At the request of U.S. Attorney General Jeff Sessions, the injunction now applies only to Chicago, the case’s plaintiff.
According to Politico, a Justice Department spokesman had previously said the increased use of broad injunctions “creates a dangerous precedent.”
The conflict being litigated arose when the administration attempted to force local jurisdictions to work with federal officials on immigration issues by putting new conditions on DOJ grants.
Last September, U.S. District Judge Harry Leinenweber stopped the Justice Department from putting new conditions on a grant issued to Chicago for law enforcement needs, including vehicles and body cameras, reports the Chicago Sun Times.
The two conditions at issue would have required federal access to “any correctional or detention facility in order to meet with an alien … and inquire as to his or her right to be or remain in the United States,” and a 48-hour warning to federal agents before “an alien in the jurisdiction’s custody” is released.

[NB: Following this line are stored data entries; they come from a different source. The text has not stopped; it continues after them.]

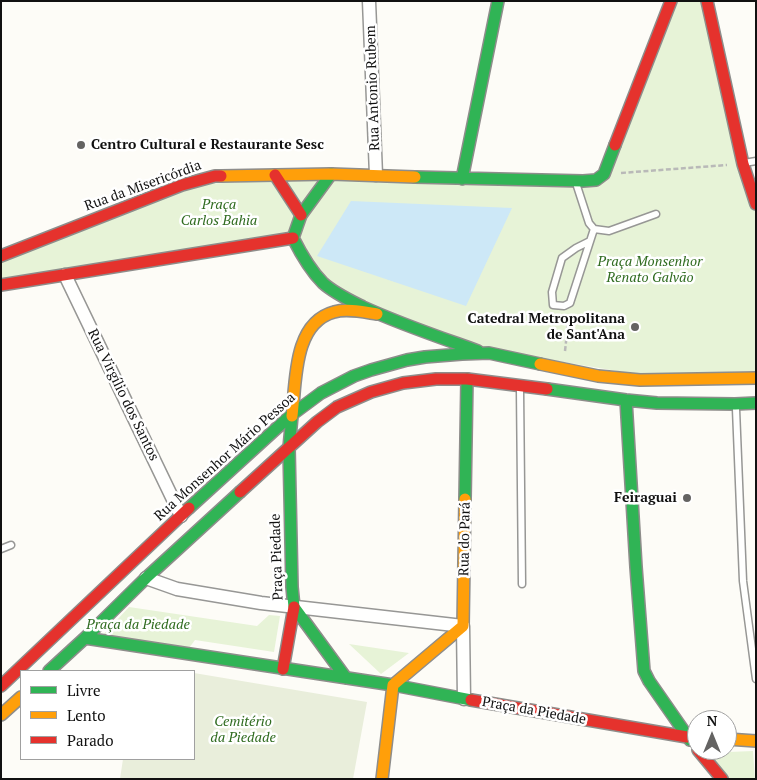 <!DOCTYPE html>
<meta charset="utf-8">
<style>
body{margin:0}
#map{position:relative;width:757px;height:780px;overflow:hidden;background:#fdfcf7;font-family:"PT Serif",serif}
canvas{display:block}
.frame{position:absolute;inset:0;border:2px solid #111;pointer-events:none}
.legend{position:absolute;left:20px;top:670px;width:175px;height:90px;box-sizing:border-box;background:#fff;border:1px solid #a0a0a0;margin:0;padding:6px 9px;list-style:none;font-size:15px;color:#111}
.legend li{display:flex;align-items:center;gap:10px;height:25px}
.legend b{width:25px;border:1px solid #a0a0a0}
.north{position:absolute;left:687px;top:710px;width:50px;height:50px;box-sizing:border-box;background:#fff;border:1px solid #a0a0a0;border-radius:50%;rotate:0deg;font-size:14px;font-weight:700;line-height:20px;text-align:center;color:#111}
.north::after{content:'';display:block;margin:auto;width:18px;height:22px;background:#646362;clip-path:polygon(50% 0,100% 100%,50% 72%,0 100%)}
</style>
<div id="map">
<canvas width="757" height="780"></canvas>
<div class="frame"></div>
<ul class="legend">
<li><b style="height:6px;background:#30b455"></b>Livre</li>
<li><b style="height:6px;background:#ff9f0a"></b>Lento</li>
<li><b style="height:6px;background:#e5322d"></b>Parado</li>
</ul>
<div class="north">N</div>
</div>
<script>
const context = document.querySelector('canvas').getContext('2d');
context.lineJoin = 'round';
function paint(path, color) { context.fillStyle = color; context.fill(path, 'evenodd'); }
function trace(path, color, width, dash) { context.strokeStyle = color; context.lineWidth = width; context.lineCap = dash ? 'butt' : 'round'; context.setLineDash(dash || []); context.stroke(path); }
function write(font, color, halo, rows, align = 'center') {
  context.font = font + ' "PT Serif",serif'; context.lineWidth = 5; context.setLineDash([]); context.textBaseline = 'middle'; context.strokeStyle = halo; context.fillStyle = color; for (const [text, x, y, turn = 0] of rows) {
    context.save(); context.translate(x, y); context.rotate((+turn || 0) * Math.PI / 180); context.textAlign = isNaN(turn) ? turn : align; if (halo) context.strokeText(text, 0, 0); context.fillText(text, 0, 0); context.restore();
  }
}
const green = new Path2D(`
 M672,1H706L740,166L756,214V371L641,375L485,349L380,311L326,281L295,234L1,285V256L182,185L333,178L595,181Z
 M129,607L257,626L269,615L280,616L274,652L195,640L189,648L102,636Z
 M349,644L409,653L381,674Z
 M753,751L755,779H728L705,753Z`);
const cemetery = new Path2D(`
 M194,673L367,702L353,779H120L123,759H194Z`);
const water = new Path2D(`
 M351,201L512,208L466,306L317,256Z`);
const path = new Path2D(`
 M621,173L727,165
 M565,351L569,314`);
const lane = new Path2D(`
 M744,163L756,161
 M576,183L589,223L594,229L609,231L656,214
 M590,241L576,248L562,258L552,292L553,305L564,306L570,303L594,229
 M520,390L522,584
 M736,409L743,581L756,679
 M1,549L11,545`);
const street = new Path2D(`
 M369,1L376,175
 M65,275L181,516
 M146,578L177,589L261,603L463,626L464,699`);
const fast = new Path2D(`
 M331,174L301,215L293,238C301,254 310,270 323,283C334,293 349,300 363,307C400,324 439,337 478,351
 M415,177L583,181L596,180L604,174L615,145
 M462,179L498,1
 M547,389L626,400L657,403L735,404L756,403
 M626,400L636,567L644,671L649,681L690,740
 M292,416L289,448L292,587L294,607L346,678
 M465,499L467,379
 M189,508L290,416L321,393L354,376L371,370L407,360L425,357L462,354L489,353L540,364
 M85,638L393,685L471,700
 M49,671L85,638L146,578L240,492`);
const slow = new Path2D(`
 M221,176L331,174L415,177
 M540,364L598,376L640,380L756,378
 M292,416C296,382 293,323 334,312C347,308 364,312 377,314
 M1,715L21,697
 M727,739L756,741
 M382,779L393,685L463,626L465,499`);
const jam = new Path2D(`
 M707,1L743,164L756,204
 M615,145L671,1
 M275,175L301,215
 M1,256L182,185L215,176H221
 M1,285L293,238
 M240,492L317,422L337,407L371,392L403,383L436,379H467L547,389
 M283,669L294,607
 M1,686L189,508
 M471,700L687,737H697
 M698,750L722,779`);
const markers = [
 [81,145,5,"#646362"],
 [635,327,5,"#646362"],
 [687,498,5,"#646362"]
];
const streetNames = [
 ["Rua Antonio Rubem",373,88,-92],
 ["Rua da Misericórdia",143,186,-20],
 ["Rua Virgílio dos Santos",123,395,64],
 ["Rua Monsenhor Mário Pessoa",225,457,-42],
 ["Rua do Pará",465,539,-89],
 ["Praça Piedade",277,557,-92],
 ["Praça da Piedade",534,711,10]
];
const poiNames = [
 ["Centro Cultural e Restaurante Sesc",91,145,"left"],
 ["Catedral Metropolitana",625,319],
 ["de Sant'Ana",625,335],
 ["Feiraguai",677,498]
];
const parkNames = [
 ["Praça",219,205],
 ["Carlos Bahia",219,221],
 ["Praça Monsenhor",650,262],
 ["Renato Galvão",650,278],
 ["Praça da Piedade",138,625],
 ["Cemitério",243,722],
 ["da Piedade",243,738]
];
paint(green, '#e7f3d7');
paint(cemetery, '#e9eedb');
paint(water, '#cde8f7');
trace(lane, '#979795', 9);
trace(street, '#979795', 15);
trace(fast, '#8e8d8b', 14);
trace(slow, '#8e8d8b', 14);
trace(jam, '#8e8d8b', 14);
trace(path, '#b9b9b8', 2.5, [5, 2.5]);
trace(lane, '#fffffe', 6);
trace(street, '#fffffe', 12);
trace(fast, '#30b455', 11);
trace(slow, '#ff9f0a', 11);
trace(jam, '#e5322d', 11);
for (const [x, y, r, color] of markers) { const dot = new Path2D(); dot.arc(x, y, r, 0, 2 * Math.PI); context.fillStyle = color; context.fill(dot); trace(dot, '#fff', 2); }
write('14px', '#111', '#fff', streetNames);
write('bold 14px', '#111', '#fff', poiNames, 'right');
write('italic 14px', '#2f6b1f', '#fff', parkNames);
</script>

While the DOJ has not released an official statement on their website following this ruling, Sessions gave prepared remarks this week in Los Angeles, calling America’s immigration situation a “crisis.” He also called out Libby Schaaf, the mayor of Oakland, and California Attorney General Xavier Becerra for being too lenient on people living in the country without legal paperwork.
In separate cases, federal judges in Philadelphia and San Francisco have also sided against the Department of Justice’s new grant conditions.
The case in the 7th Circuit will be heard by the full bench on Sept. 6.